* _Required action_:
When the word "filter" appears in a line of the data below, list that line.

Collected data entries
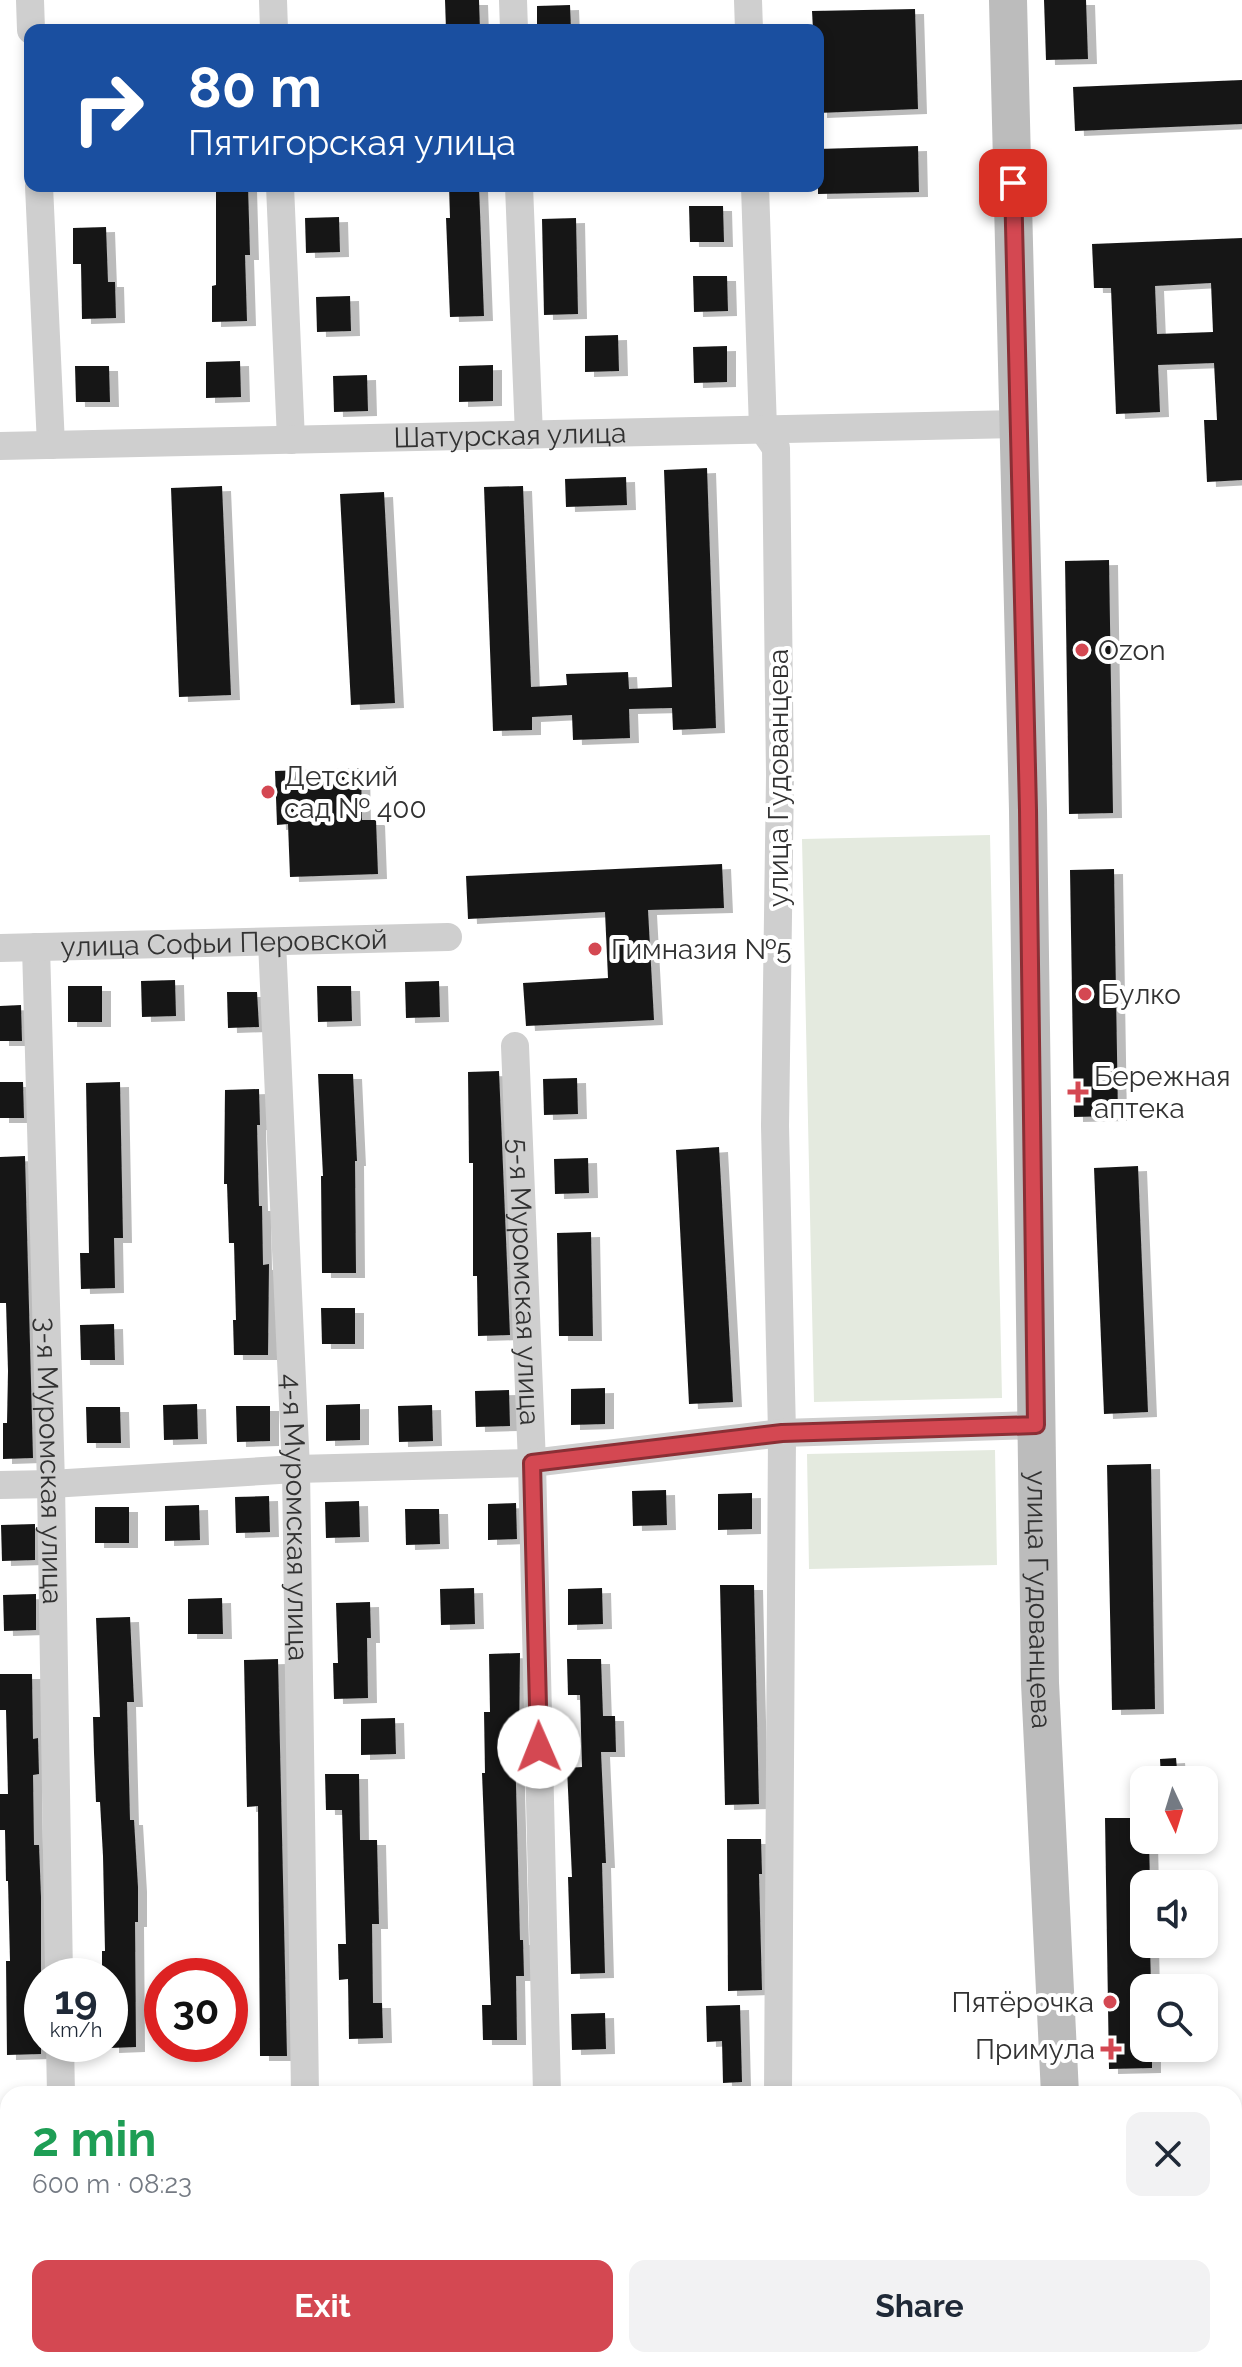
<!DOCTYPE html>
<meta charset="utf-8">
<style>
:root{--surface:#fff;--page:#f2f2f3;--text:#1f2937;--muted:#747a83;--accent:#d44852}
body{margin:0;font-family:Raleway,sans-serif;background:var(--page);color:var(--text);height:100vh;display:flex;flex-direction:column;font-size:30px;white-space:nowrap}
*{box-sizing:border-box;margin:0}
p{font-size:26px;color:var(--muted)}
.icon{flex:none;width:44px;height:44px;fill:none;stroke:currentColor;stroke-width:2;stroke-linecap:round;stroke-linejoin:round}
.map{position:relative;flex:1;overflow:hidden}
.drawer{position:absolute;left:0px;top:2086px;width:1242px;height:282px;display:flex;flex-direction:column;background:var(--surface);border-radius:24px 24px 0 0;box-shadow:0 4px 12px #0003}
.drawer>*{flex:none}
.hud{position:absolute;left:24px;top:24px;width:800px;height:168px;border-radius:16px;box-shadow:0 4px 12px #0003;background:#1a4fa0;color:#fff;overflow:hidden}
.needle{width:52px;rotate:176deg}
.fabs{position:absolute;left:1130px;top:1766px;display:grid;gap:16px}
.fabs a{display:grid;place-items:center;width:88px;height:88px;border-radius:16px;background:var(--surface);box-shadow:0 4px 12px #0003;font-size:40px}
.speed{position:absolute;left:24px;top:1958px;display:flex;gap:16px;font-size:40px;font-weight:700;text-align:center}
.speed>*{display:grid;place-content:center;width:104px;height:104px;border-radius:50%;background:var(--surface);box-shadow:0 4px 12px #0003;line-height:1}
.speed small{font-size:20px;font-weight:400}
.speed .limit{border:12px solid #d22;background:#fff;color:#111}
.pin{position:absolute;display:grid;place-items:center;width:68px;height:68px;color:#fff;margin:-34px;border-radius:16px;box-shadow:0 4px 12px #0006}
.me{position:absolute;width:88px;margin:-44px;rotate:359deg;stroke-linejoin:round;filter:drop-shadow(0 0 6px #0008)}
.turn{display:flex;align-items:center;gap:28px;height:168px;padding:0 32px;font-size:36px}
.turn .icon{width:104px;height:104px;stroke-width:2.5}
.turn b{display:block;font-size:56px;line-height:68px}
.round{display:grid;place-items:center;flex:none;width:84px;height:84px;border-radius:16px;background:var(--page)}
.head{display:flex;align-items:center;justify-content:space-between;height:136px;padding:0 32px}
h1{font-size:48px;font-weight:700;line-height:60px;color:#1e9e55}
.primary-button{display:flex;gap:16px;margin-top:auto;padding:16px 32px}
.primary-button a{flex:1;height:92px;border-radius:16px;background:var(--accent);color:#fff;font-size:32px;font-weight:700;line-height:92px;text-align:center}
.primary-button a+a{background:var(--page);color:var(--text)}
.map>svg:first-child{display:block}
</style>
<div class="map">
<svg width="1242" height="2367" viewBox="0 0 1242 2367">
<defs>
<filter id="shadow"><feDropShadow dx="9" dy="5" stdDeviation="0" flood-color="#0004"/></filter>
</defs>
<rect width="100%" height="100%" fill="#fff"/>
<!-- green -->
<path fill="#e4eadf" d="M990 835 1002 1398 814 1402 802 839Z
M995 1450 997 1565 809 1569 807 1454Z"/>
<!-- building -->
<path fill="#191919" fill-rule="evenodd" filter="url(#shadow)" d="M445 0H479L480 30H446Z
M1044 0H1086L1088 59 1046 60Z
M570 5 571 30H537V6Z
M915 9 918 109 818 113V30H813L812 11Z
M1242 80V124L1075 131 1073 87Z
M918 146 919 192 818 194V149Z
M216 186H248L250 255H245L247 321 212 322V286L216 285Z
M449 186H479L484 316 450 317 446 218H450Z
M689 206H723L724 242H690Z
M339 217 340 252 306 253 305 218Z
M576 218 578 314 544 315 542 219Z
M106 227 108 282H115L116 318 82 319 81 264H73V228Z
M1242 238V480L1207 482 1204 420H1217L1214 363 1158 365 1160 412 1116 414 1111 288H1094L1092 244ZM1211 283 1213 332 1157 334 1155 286Z
M693 276H727L728 311 694 312Z
M350 296 351 331 317 332 316 297Z
M618 335 619 371 585 372V336Z
M727 346V382L694 383 693 347Z
M240 361 241 397 206 398V362Z
M493 365V401L459 402V366Z
M75 366H109L110 402H76Z
M367 375 368 411 334 412 333 376Z
M707 468 716 728 673 730 672 708 629 709 630 738 573 740 572 715 532 717V730L493 731 484 487 523 486 531 687 567 685 566 674 628 672 629 689 672 687 664 470Z
M626 477 627 505 566 507 565 479Z
M222 486 231 695 179 697 171 488Z
M384 492 395 703 351 705 340 494Z
M1109 560 1113 813 1069 814 1065 561Z
M361 768 362 820H376L378 874 290 877 288 824 277 825 275 771Z
M722 864 724 908 648 910 654 1020 526 1026 523 983 608 978 605 912 468 919 466 876Z
M1114 869 1118 1116 1074 1117 1070 870Z
M175 980 176 1016 142 1017 141 981Z
M439 981 440 1017 406 1018 405 982Z
M68 986H102V1022H68Z
M317 986H351L352 1021 318 1022Z
M227 992H257L259 1027 228 1028Z
M21 1005 22 1041H0V1006Z
M499 1071 510 1335 478 1336 477 1276H473V1163H469L468 1072Z
M318 1074H353L357 1161H355L356 1273H322L321 1176H323Z
M577 1078 578 1114 544 1115 543 1079Z
M0 1082H23L24 1118H0Z
M120 1082 123 1238H114L115 1288 81 1289 80 1253H89L86 1083Z
M259 1089 260 1125H257L259 1206H262L263 1265 269 1264 268 1355H234L233 1320H236L234 1243H229L227 1184H224L225 1090Z
M719 1147 733 1402 689 1404 676 1150Z
M25 1156 33 1458 3 1459V1423H7L8 1371 6 1303H0V1157Z
M588 1158 589 1193 555 1194 554 1159Z
M1138 1166 1148 1412 1104 1414 1094 1168Z
M591 1232 593 1336H559L557 1233Z
M321 1308H355V1344H322Z
M114 1324 115 1360H81L80 1325Z
M605 1388V1424L571 1425V1389Z
M509 1390 510 1426 476 1427 475 1391Z
M197 1404 198 1439 164 1440 163 1405Z
M360 1404V1440L326 1441V1405Z
M432 1405 433 1441 399 1442 398 1406Z
M236 1406H270V1441L237 1442Z
M86 1407H120L121 1443H87Z
M1151 1464 1155 1709 1112 1710 1107 1465Z
M666 1490 667 1525 633 1526 632 1491Z
M752 1493V1529L718 1530V1494Z
M269 1496 270 1532 236 1533 235 1497Z
M359 1501 360 1537 326 1538 325 1502Z
M516 1503 517 1539 488 1540V1504Z
M199 1505 200 1540 165 1541V1506Z
M95 1507H129V1543H95Z
M405 1509H439L440 1544 406 1545Z
M35 1524V1560L2 1561 1 1525Z
M720 1585H754L759 1804 725 1805Z
M474 1588 475 1624 441 1625 440 1589Z
M602 1588 603 1624 568 1625V1589Z
M36 1594V1630L4 1631 3 1595Z
M222 1598 223 1634H188V1599Z
M370 1602 371 1638H367L368 1698 334 1699 333 1663H338L336 1603Z
M130 1617 134 1702H127L130 1820H134L138 1887V1922H135L136 2047 110 2048V1976H102V1951H105L103 1856 100 1802H96L94 1753 93 1717H100L96 1618Z
M520 1653 519 1747H515L520 1940H523L524 1976H516L517 2040H483L482 2005H491L482 1773H485L484 1712H490L489 1654Z
M278 1659 287 2056H260L258 1806 247 1807 244 1660Z
M567 1659H601L603 1716H615L616 1752H601L606 1863H602L605 1973 571 1974 568 1877H572L567 1768 582 1767 580 1695H568Z
M0 1674H32L33 1739 38 1738 39 1774 33 1775 34 1845H39L41 1897V2054L7 2055 6 1961H10L8 1881H6L5 1830H0V1794H8L6 1710H0Z
M395 1718 396 1754 361 1755V1719Z
M1176 1758 1178 1780H1161L1160 1759Z
M325 1774H359L360 1840H377L379 1924H372L373 2003H382L383 2038 349 2039 348 1979 339 1980 338 1944H346L342 1810H326Z
M1105 1818H1144V1840H1149L1150 1884H1144V1944H1150L1151 1988H1144V2048H1152V2068L1109 2069Z
M727 1839H761L762 1874H759L762 1990 728 1991Z
M740 2005 742 2082 723 2083 722 2041 707 2042 706 2006Z
M605 2013 606 2049 572 2050 571 2014Z"/>
<g fill="none" stroke-linecap="round" stroke-linejoin="round">
<!-- street -->
<g stroke="#cfcfcf" stroke-width="28">
<path d="M30 0 31 30"/>
<path d="M273 0 274 30"/>
<path d="M513 0 514 30"/>
<path d="M748 0 749 30"/>
<path d="M39 186 51 445"/>
<path d="M280 186 291 440"/>
<path d="M519 186 529 435"/>
<path d="M755 186 763 429 776 448 780 776 775 1126 782 1433 778 2094"/>
<path id="s1" d="M0 446 1020 424"/>
<path id="s2" d="M272 942 296 1469 305 2094"/>
<path id="s3" d="M36 947 51 1484 59 1976"/>
<path id="s4" d="M0 948 448 937"/>
<path id="s5" d="M515 1046 532 1463 547 2094"/>
<path d="M0 1485 51 1484 296 1469 532 1463 782 1433 1036 1425"/>
<path d="M60 2044 61 2094"/>
<path d="M67 2360V2367"/>
<path d="M310 2360 311 2367"/>
<path d="M552 2360V2367"/>
<path d="M1068 2360V2367"/>
<path d="M842 2367V2360"/>
</g>
<!-- secondary -->
<g stroke="#bcbcbc" stroke-width="38">
<path id="s6" d="M1008 0 1028 810 1040 1683 1060 2094"/>
<path d="M1234 2167H1242"/>
<path d="M0 2206H8"/>
</g>
</g>
<g fill="none" stroke-linecap="round" stroke-linejoin="round">
<!-- route casing -->
<g stroke="#8a2f35" stroke-width="20">
<path id="route" d="M539 1747 532 1463 782 1433 1036 1425 1028 810 1013 183"/>
</g>
<!-- route -->
<use href="#route" stroke="#d44852" stroke-width="14"/>
</g>
<!-- markers -->
<g fill="#d44852" stroke="#fff" stroke-width="3">
<circle cx="1082" cy="650" r="8"/>
<circle cx="268" cy="792" r="8"/>
<circle cx="595" cy="949" r="8"/>
<circle cx="1085" cy="994" r="8"/>
<path d="M1074 1080h8v8h8v8h-8v8h-8v-8h-8v-8h8z"/>
<circle cx="1110" cy="2002" r="8"/>
<path d="M1107 2037h8v8h8v8h-8v8h-8v-8h-8v-8h8z"/>
</g>
<g text-anchor="middle" stroke-width="8" stroke-linejoin="round" paint-order="stroke">
<!-- street labels -->
<g font-size="28" fill="#323232" stroke="#fff">
<text dy="10" stroke="none"><textPath href="#s1" startOffset="510">Шатурская улица</textPath></text>
<text transform="translate(778 778) rotate(-90)" y="10">улица Гудованцева</text>
<text dy="10" stroke="none"><textPath href="#s4" startOffset="224">улица Софьи Перовской</textPath></text>
<text dy="10" stroke="none"><textPath href="#s5" startOffset="236">5-я Муромская улица</textPath></text>
<text dy="10" stroke="none"><textPath href="#s3" startOffset="514">3-я Муромская улица</textPath></text>
<text dy="10" stroke="none"><textPath href="#s2" startOffset="576">4-я Муромская улица</textPath></text>
<text dy="10" stroke="none"><textPath href="#s6" startOffset="1600">улица Гудованцева</textPath></text>
</g>
<!-- poi labels -->
<g font-size="28" fill="#323232" stroke="#fff" text-anchor="start">
<text x="1098" y="660">Ozon</text>
<text x="284" y="786">Детский<tspan x="284" dy="32">сад № 400</tspan></text>
<text x="611" y="959">Гимназия №5</text>
<text x="1101" y="1004">Булко</text>
<text x="1094" y="1086">Бережная<tspan x="1094" dy="32">аптека</tspan></text>
<text x="1094" y="2012" text-anchor="end">Пятёрочка</text>
<text x="1095" y="2059" text-anchor="end">Примула</text>
</g>
</g>
</svg>
<div class="fabs">
<a><svg class="needle" viewBox="-14 -14 28 28"><path d="M0-13l5 13h-10z" fill="#e53935"/><path d="M0 13l5-13h-10z" fill="#747a83"/></svg></a>
<a><svg class="icon" aria-label="sound" viewBox="0 0 24 24"><path d="M4 9h4l5-4v14l-5-4H4zM17 9q2 3 0 6"/></svg></a>
<a><svg class="icon" aria-label="search" viewBox="0 0 24 24"><circle cx="10" cy="10" r="6"/><path d="M15 15l6 6"/></svg></a>
</div>
<div class="speed"><div>19<small>km/h</small></div><div class="limit">30</div></div>
<div class="pin" style="left:1013px;top:183px;background:#d93025"><svg class="icon" aria-label="arrive" viewBox="0 0 24 24"><path d="M6 21V4h12l-3 4 3 4H6"/></svg></div>
<svg class="me" style="left:539px;top:1747px" viewBox="-20 -20 40 40"><circle r="19" fill="#fff"/><path d="M0-13L10 11 0 6-10 11z" fill="#d44852"/></svg>
<div class="hud">
<div class="turn"><svg class="icon" aria-label="right" viewBox="0 0 24 24"><path d="M7 20v-9h11M14 6l5 5-5 5"/></svg><div><b>80 m</b>Пятигорская улица</div></div>
</div>
<section class="drawer">
<div class="head"><div><h1>2 min</h1><p>600 m · 08:23</p></div><a class="round"><svg class="icon" aria-label="close" viewBox="0 0 24 24"><path d="M6 6l12 12M18 6L6 18"/></svg></a></div>
<div class="primary-button"><a>Exit</a><a>Share</a></div>
</section>
</div>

* _Your solution_:
.me{position:absolute;width:88px;margin:-44px;rotate:359deg;stroke-linejoin:round;filter:drop-shadow(0 0 6px #0008)}
<filter id="shadow"><feDropShadow dx="9" dy="5" stdDeviation="0" flood-color="#0004"/></filter>
<path fill="#191919" fill-rule="evenodd" filter="url(#shadow)" d="M445 0H479L480 30H446Z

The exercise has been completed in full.